**Task brief**:
Your answer should consist of each line below that contains the string "breaks".

**Provided material**:
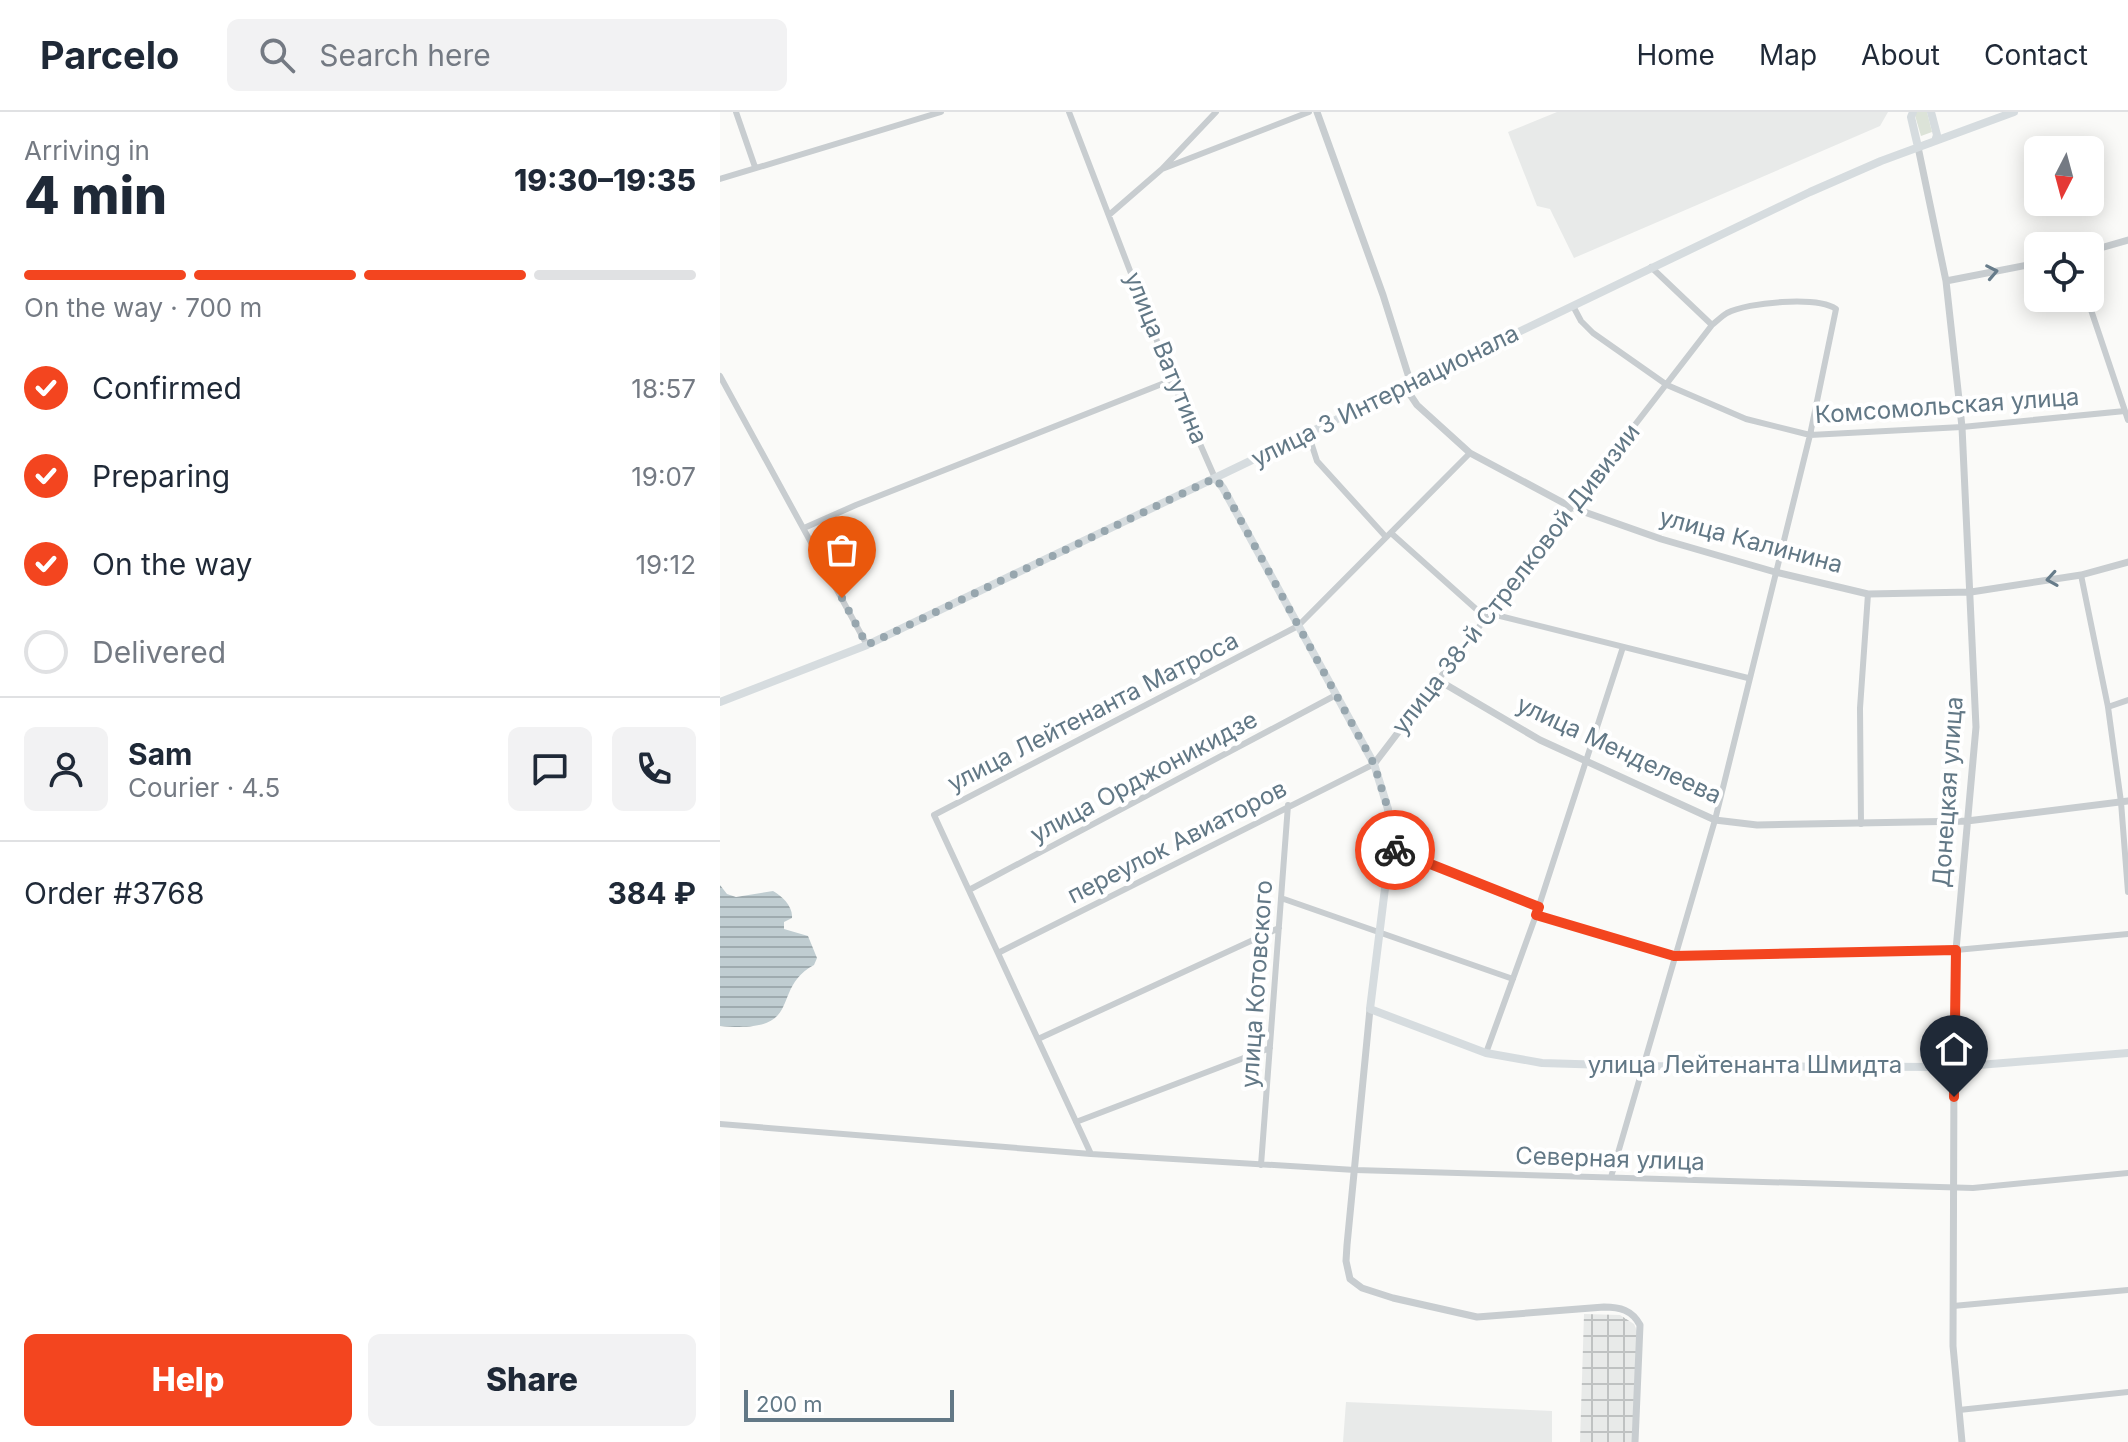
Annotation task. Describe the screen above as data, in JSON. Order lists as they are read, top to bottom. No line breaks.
{"streets":{"main road":["улица Ватутина","улица 3 Интернационала","улица Лейтенанта Шмидта"],"street":["Комсомольская улица","улица Калинина","улица 38-й Стрелковой Дивизии","улица Лейтенанта Матроса","улица Менделеева","улица Орджоникидзе","Донецкая улица","переулок Авиаторов","улица Котовского","Северная улица"]},"crossings":[["улица Ватутина","улица 3 Интернационала"],["улица Ватутина","улица 38-й Стрелковой Дивизии"],["улица Ватутина","улица Лейтенанта Матроса"],["улица Ватутина","улица Орджоникидзе"],["улица Ватутина","переулок Авиаторов"],["улица 3 Интернационала","Комсомольская улица"],["улица 3 Интернационала","улица Калинина"],["улица 3 Интернационала","Донецкая улица"],["Комсомольская улица","улица 38-й Стрелковой Дивизии"],["Комсомольская улица","Донецкая улица"],["улица Калинина","улица 38-й Стрелковой Дивизии"],["улица Калинина","улица Лейтенанта Матроса"],["улица Калинина","Донецкая улица"],["улица 38-й Стрелковой Дивизии","улица Менделеева"],["улица 38-й Стрелковой Дивизии","переулок Авиаторов"],["улица Лейтенанта Матроса","улица Орджоникидзе"],["улица Лейтенанта Матроса","переулок Авиаторов"],["улица Лейтенанта Матроса","Северная улица"],["улица Менделеева","Донецкая улица"],["Донецкая улица","улица Лейтенанта Шмидта"],["Донецкая улица","Северная улица"],["переулок Авиаторов","улица Котовского"],["улица Котовского","Северная улица"]],"scale_bar":"200 m","north":"bottom","page":{"header":"Parcelo","search":"Search here","nav":["Home","Map","About","Contact"],"heading":["4 min","Arriving in","19:30–19:35"],"panel":["Sam","Courier · 4.5","Order #3768","384 ₽"],"bar":"On the way · 700 m","list":[["Confirmed","18:57"],["Preparing","19:07"],["On the way","19:12"],"Delivered"],"buttons":["Help","Share"],"scale":"200 m"}}
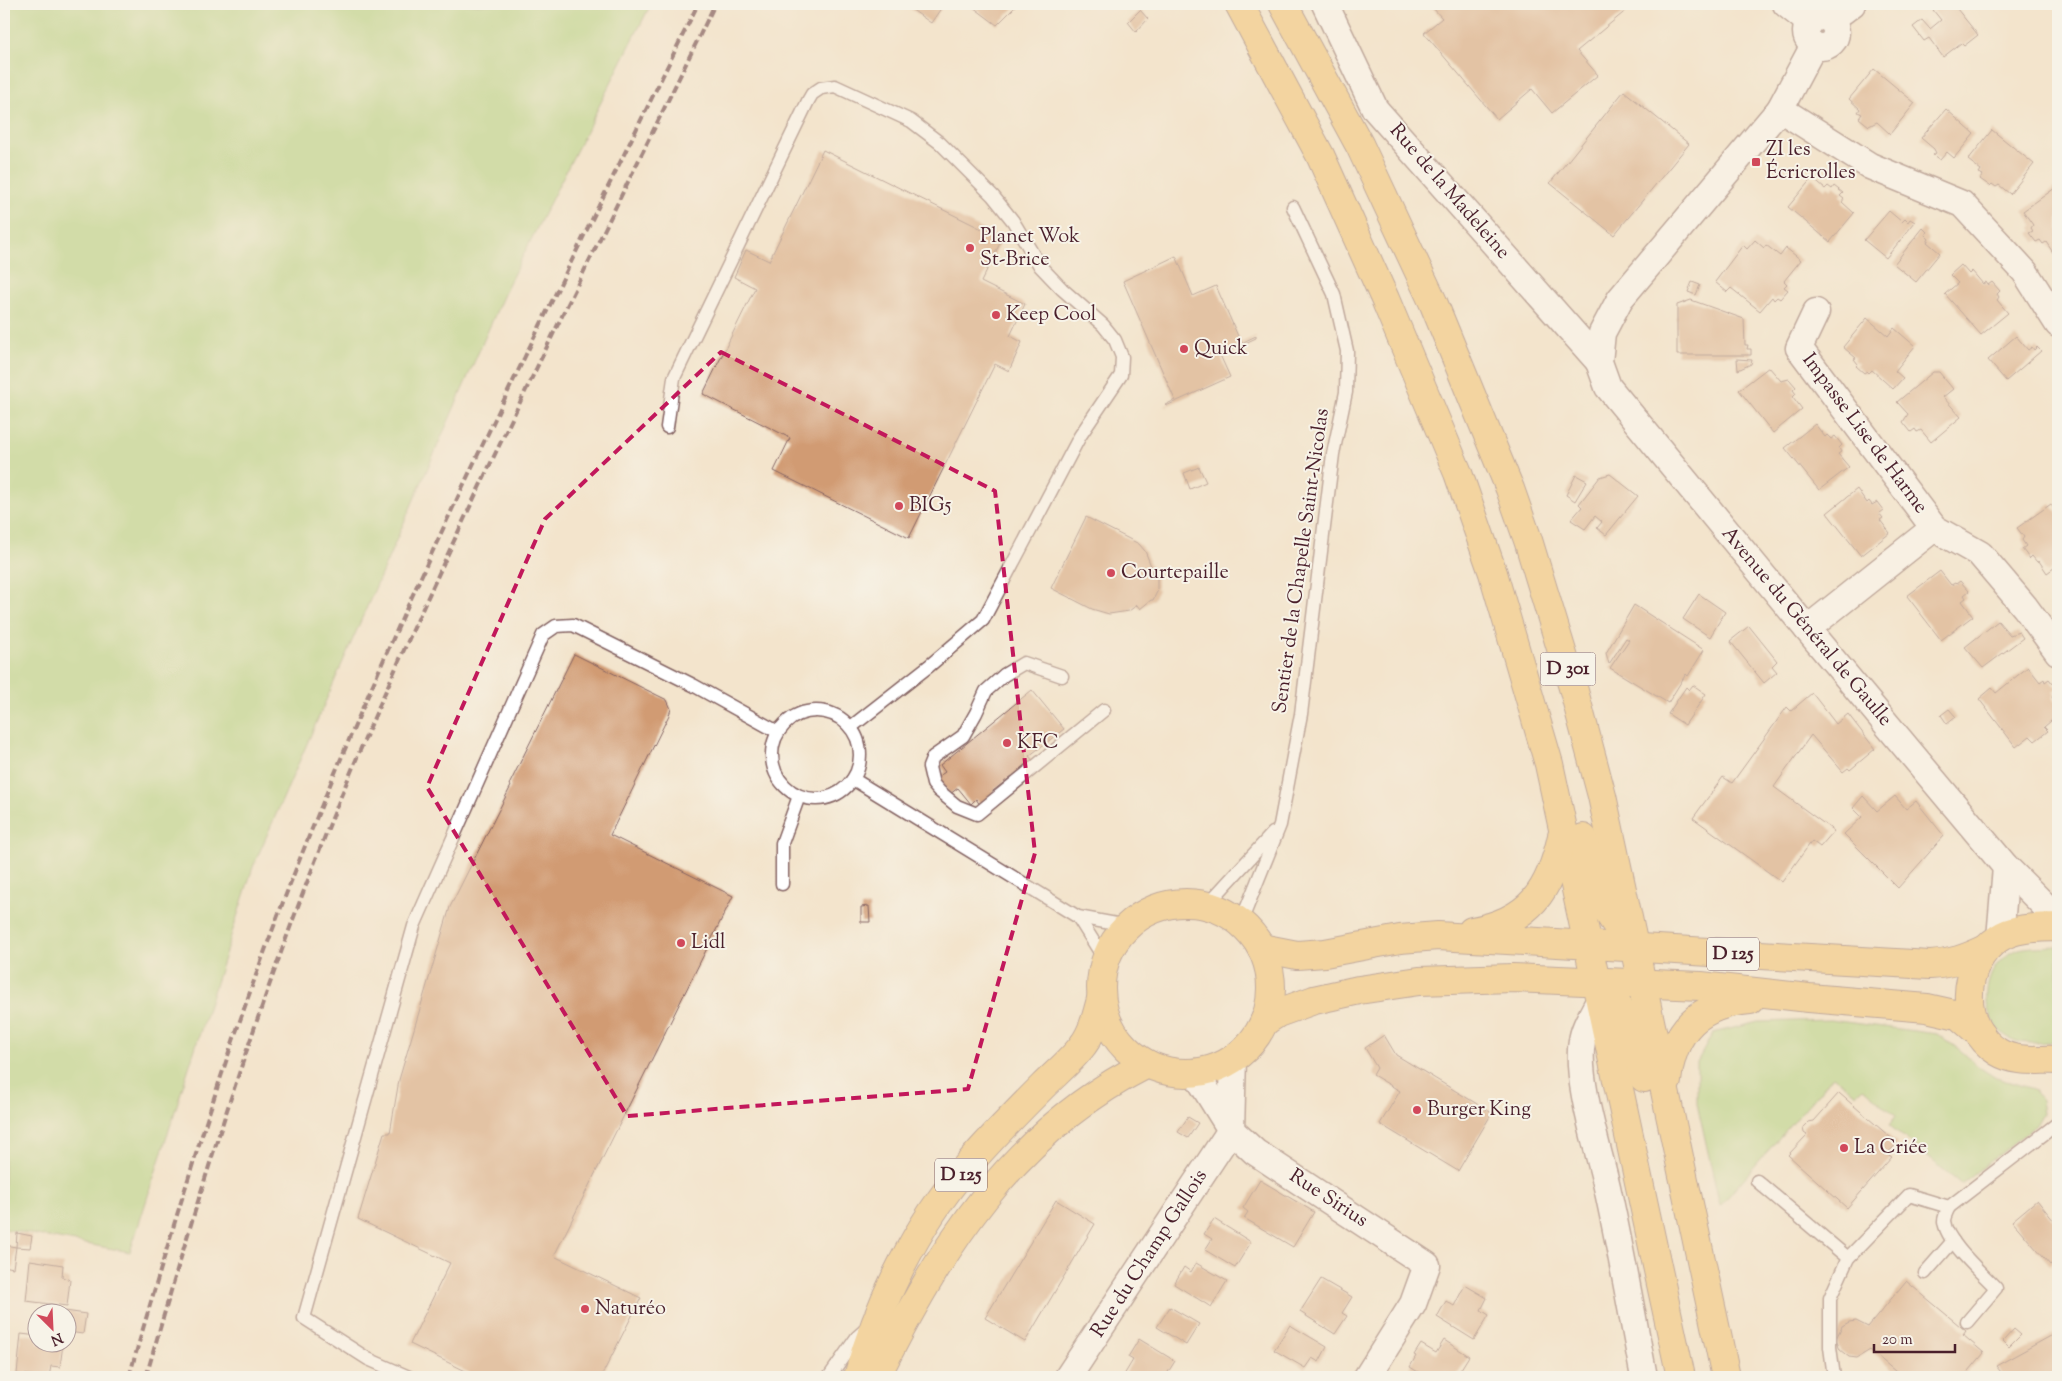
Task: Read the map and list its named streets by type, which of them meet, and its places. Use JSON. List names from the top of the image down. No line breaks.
{"streets":{"main road":["D 301","D 125"],"street":["Rue de la Madeleine","Impasse Lise de Harme","Avenue du Général de Gaulle","Rue Sirius","Rue du Champ Gallois"],"lane":["Sentier de la Chapelle Saint-Nicolas"]},"crossings":[["Rue de la Madeleine","Avenue du Général de Gaulle"],["Sentier de la Chapelle Saint-Nicolas","D 125"],["D 301","D 125"],["Rue Sirius","Rue du Champ Gallois"]],"places":{"transit":["ZI les Écricrolles"],"other":["Planet Wok St-Brice","Keep Cool","Quick","BIG5","Courtepaille","KFC","Lidl","Burger King","La Criée","Naturéo"]},"scale_bar":"20 m","north":"bottom right"}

**Task output**:
Annotation task. Describe the screen above as data, in JSON. Order lists as they are read, top to bottom. No line breaks.
Task: Read the map and list its named streets by type, which of them meet, and its places. Use JSON. List names from the top of the image down. No line breaks.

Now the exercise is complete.